AI on Your Infrastructure

Self-hosted vs cloud API, privacy, Canadian data paths.

Learning objectives

Compare cloud LLM API vs self-hosted open models
Map data residency for Canadian workloads
List hardware basics for local inference

Two deployment paths

Approach	Pros	Cons
Cloud API (OpenAI, Anthropic, etc.)	Best quality, no GPU ops, fast to ship	Data leaves your network; US terms; usage billing
Self-hosted (Ollama, vLLM, llama.cpp on your VPS)	Data stays in Canada; fixed cost; air-gap possible	Weaker models on small hardware; you patch and monitor
Canadian hosted API (regional providers)	Balance of quality + residency	Smaller model choice; verify subprocessors

Self-host sketch on Workshop Co. Proxmox

# LXC or VM with GPU passthrough (optional)
# CPU-only: smaller models (7B quantized) on 16 GB RAM — slow but private

curl -fsSL https://ollama.com/install.sh | sh
ollama pull llama3.2:3b
ollama run llama3.2:3b

# Your PHP/Node app calls http://127.0.0.1:11434/api/generate
# Never expose Ollama port to the public internet without auth

Canadian angle

For PIPEDA-sensitive FAQ (names, emails in chat logs), self-host on Swift Host Canadian VPS or use a provider with contractual Canadian processing. Default US API may be fine for generic marketing copy only.

Security checklist

API keys in env vars, rotated quarterly
Rate limit public chat widget (prevent token drain attacks)
Log prompts without storing full card numbers
Firewall inference port to localhost or VPN
Disclose “AI assistant” to users — no fake human support

Decision matrix

Workshop Co.

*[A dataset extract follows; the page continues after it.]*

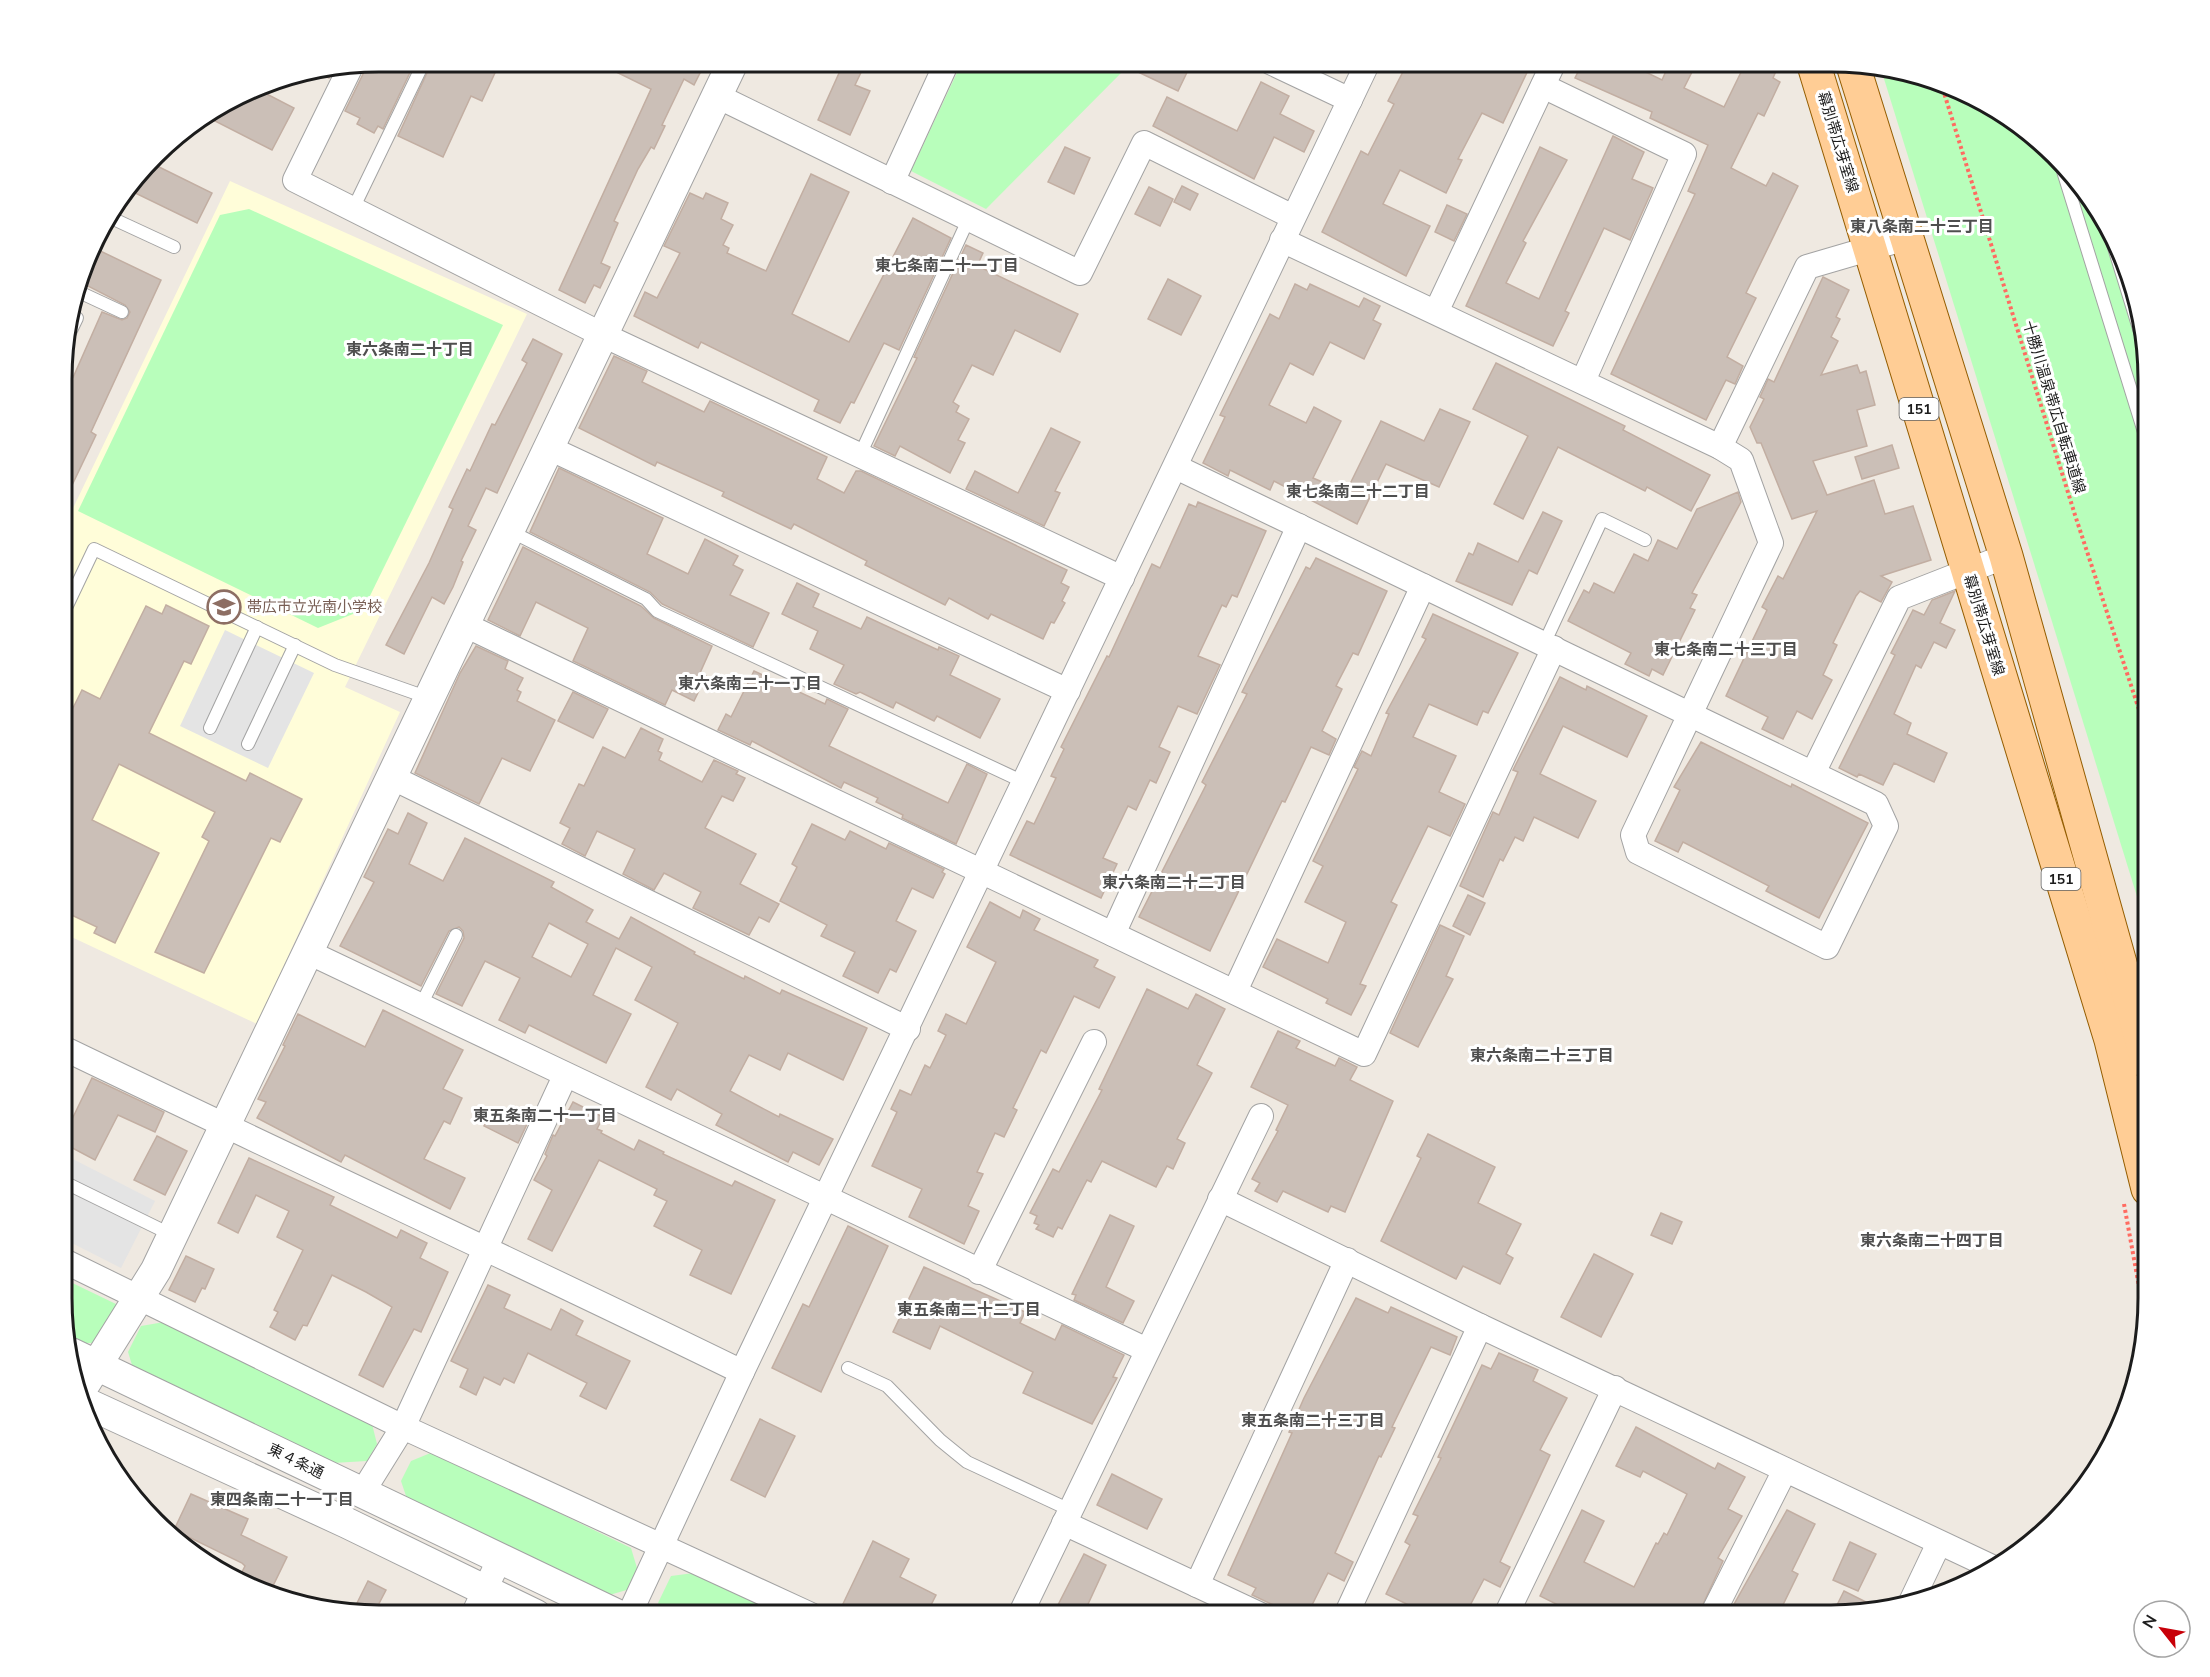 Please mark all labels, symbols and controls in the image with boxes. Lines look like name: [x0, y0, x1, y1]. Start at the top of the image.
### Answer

FAQ — no customer names in prompts, public website only. Pick cloud API vs self-host and justify in 3 bullets.

Sample: cloud API OK

No PII in prompts — only public class schedule JSON
Low volume — API cost < $5/mo
Accept vendor terms; add “do not submit personal info” disclaimer

If chat collects email for follow-up → self-host or Canadian API + retention policy.

Quick quiz

Why must Ollama not listen on 0.0.0.0:11434 on a public VPS?

Answer

Anyone could run prompts on your GPU/CPU — abuse, cost, and prompt injection into your network. Bind localhost or protect with SSH tunnel / auth proxy.